De toda esa lista de hitos del inicio, quizás no he cumplido ni la mitad (ni la cumpla), pero eso ya no importa. Más allá de una posición o un título, hoy me hace feliz trabajar en una organización y un proyecto que conecta con mi propósito, un lugar donde puedo ser yo. Aprendí que puedo crecer y aprender cosas valiosas de muchas maneras, no solo en una universidad (mi preferida: los libros). Me siento orgullosa de lo que he trabajado en mi, de haber aprendido a priorizar mi bienestar, a ser autocompasiva, abrazar mis dones, así como reconocer lo que puedo mejorar sin miedo al juicio.
He conocido lugares que jamás imaginé.
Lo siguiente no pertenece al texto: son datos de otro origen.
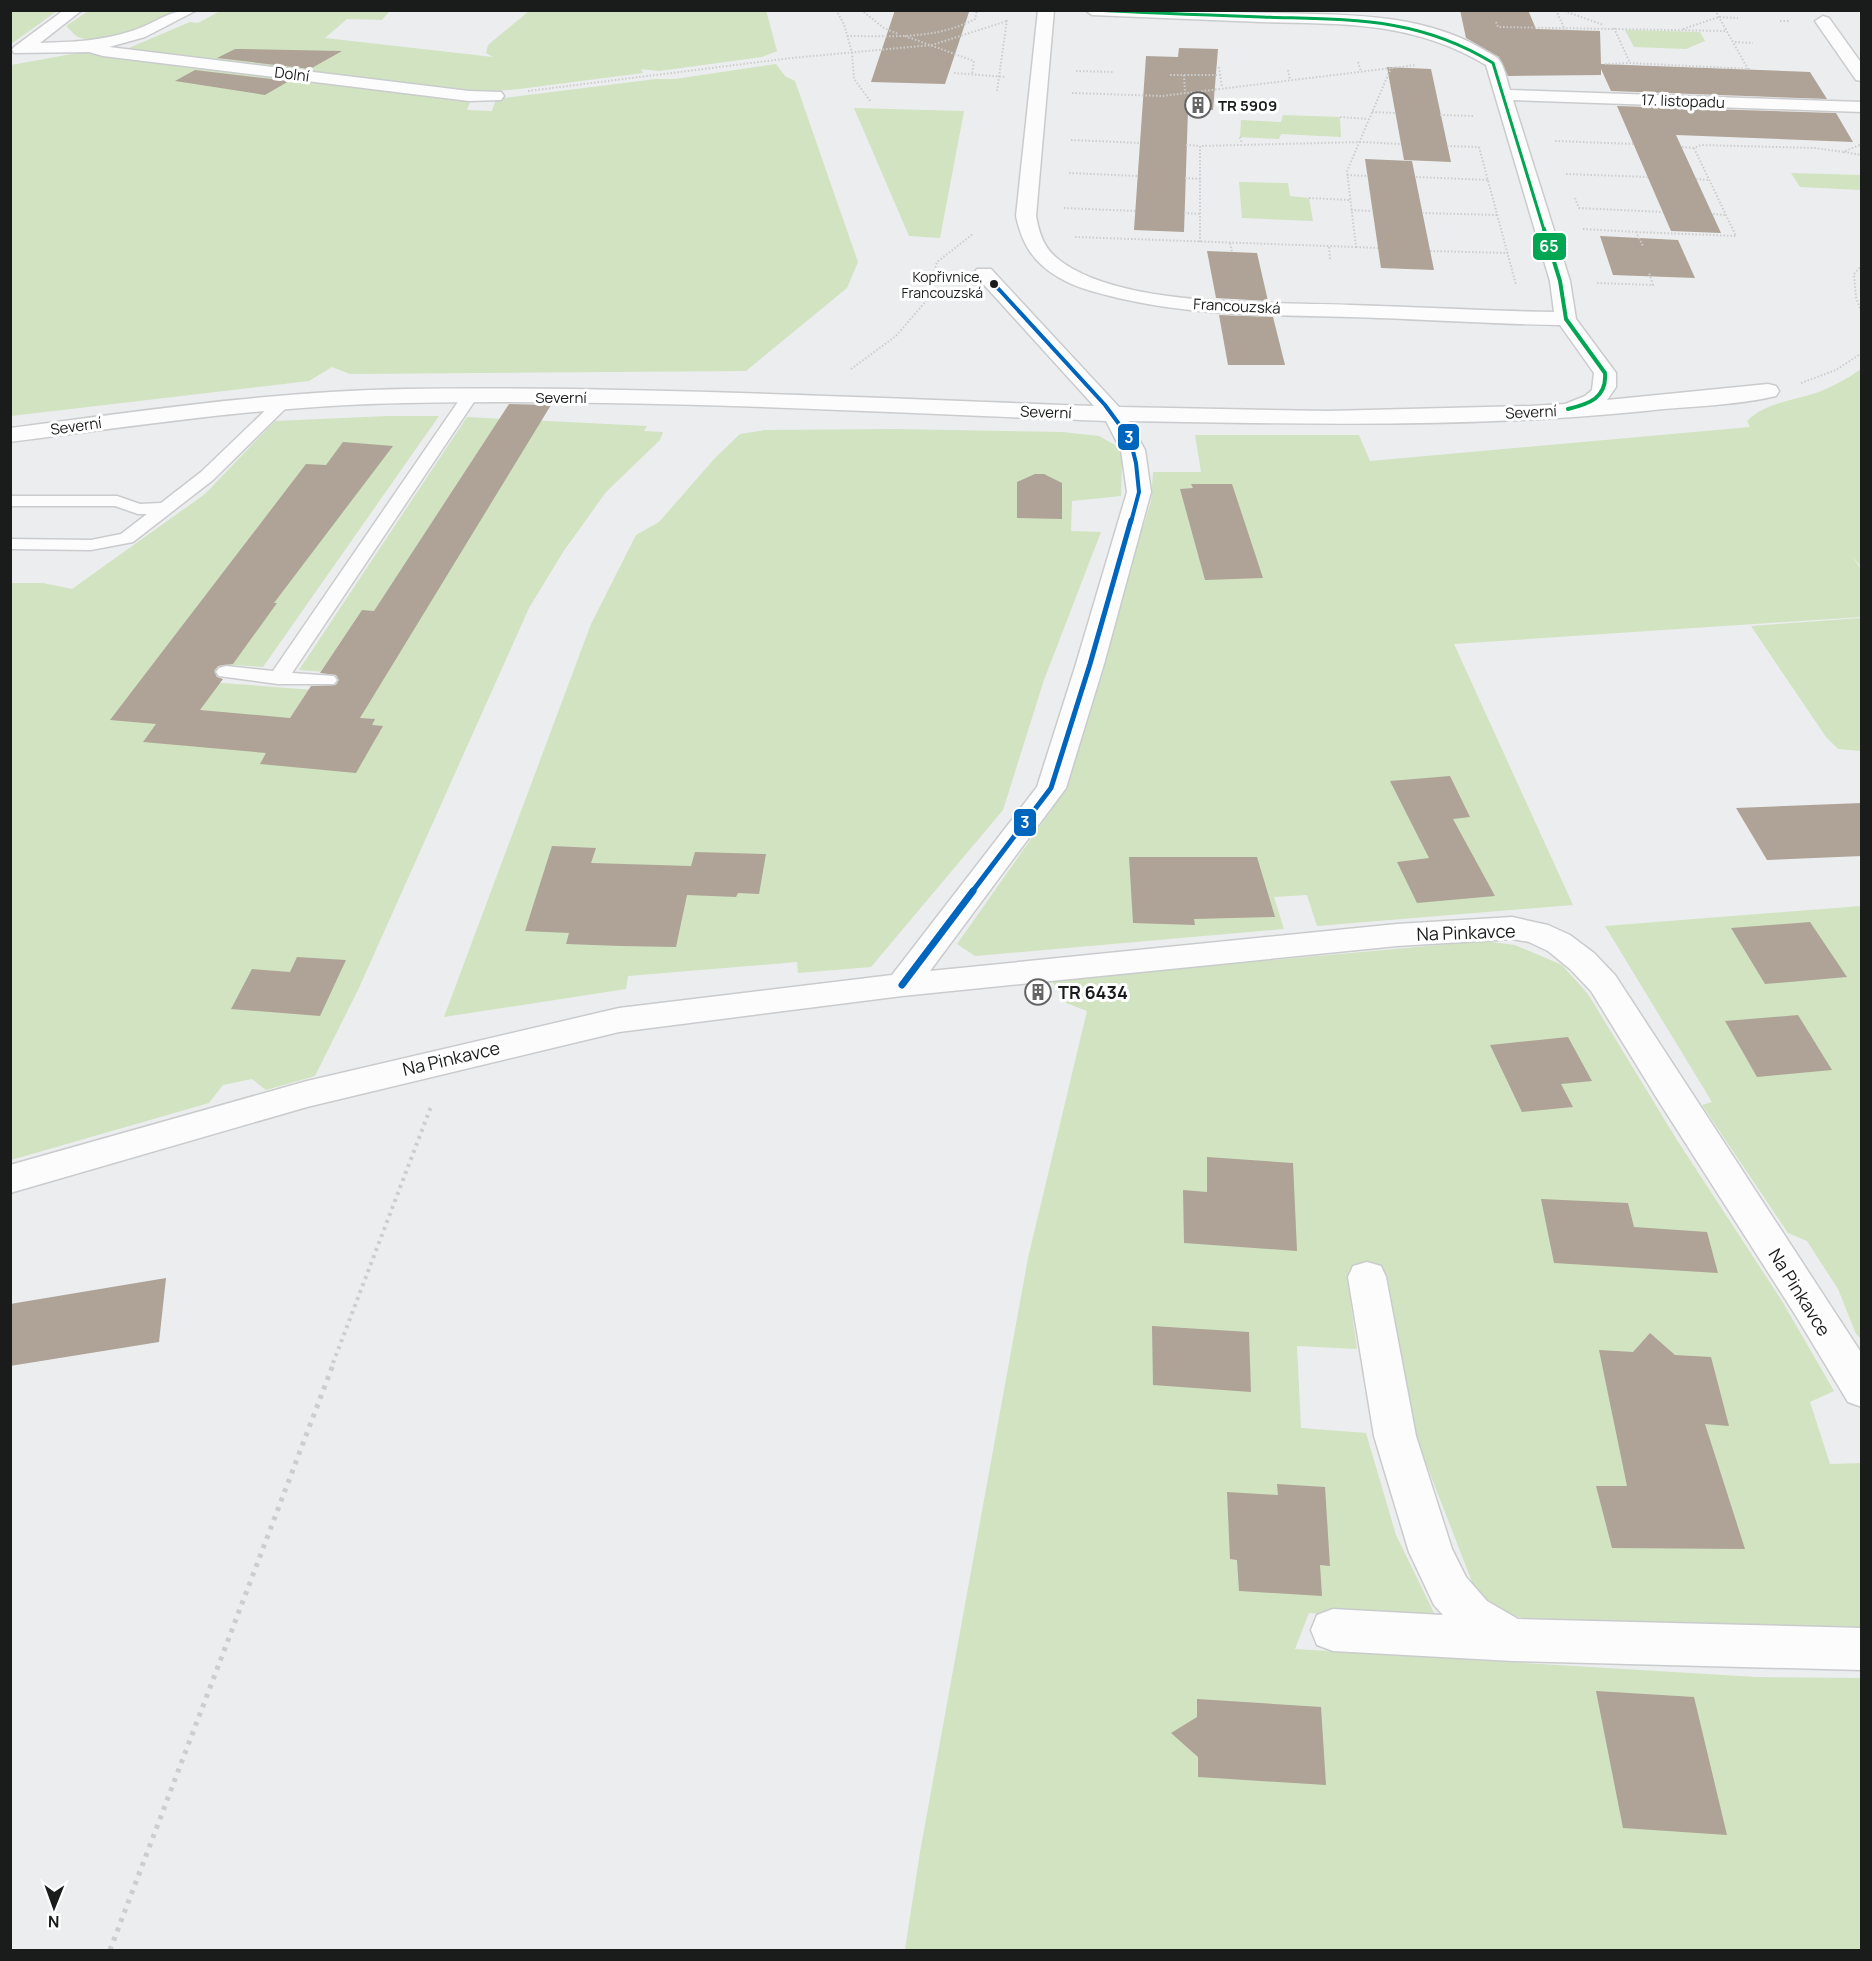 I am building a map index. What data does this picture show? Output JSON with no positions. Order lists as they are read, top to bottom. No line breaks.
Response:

Tengo un hogar bello que comparto con mi hermana y nuestro perro. No me he casado ni tengo hij@s aún (bueno, mi perro es como mi hijo y cuántas cosas me ha enseñado!!). No lo descarto pero hoy tampoco es algo que me angustie. Lo que importa es cómo veo y vivo la vida hoy. Claro que tengo metas, pero diferentes. La más importante y real es levantarme cada día y vivirlo de la mejor manera posible con lo que tengo a mi alcance. Con la energía y recursos de este día, con gratitud y compasión por mi y los demás.
Hoy, además de contarte algo de mi historia, quiero compartirte algunos aprendizajes que se han convertido en mis anclas para no volver a caer en la contrarreloj:
Nuestro valor no está en lo que hacemos, está en el simple hecho de existir. Cuando entendí que no se trataba de todas las horas que trabajaba, qué tanto figuraba, cuanto estudiaba, ni todo lo que hacía por los demás, me liberé de la necesidad de “hacer” todo el tiempo, y empecé a abrazar el solo hecho de estar aquí, de ser única (así como tú lo eres), y usar eso de la mejor manera posible en mi casa, en mi trabajo, y cualquier otro entorno.
Agradecer por la vida que tenemos tiene poder. El valorar mis capacidades, mis dones específicos (todas los tenemos), incluso agradecer por los momentos difíciles ha hecho que mi mente sea tierra fértil para aprender y para ver todo lo bueno que tengo, viviendo a pases con lo que sea que ocurra.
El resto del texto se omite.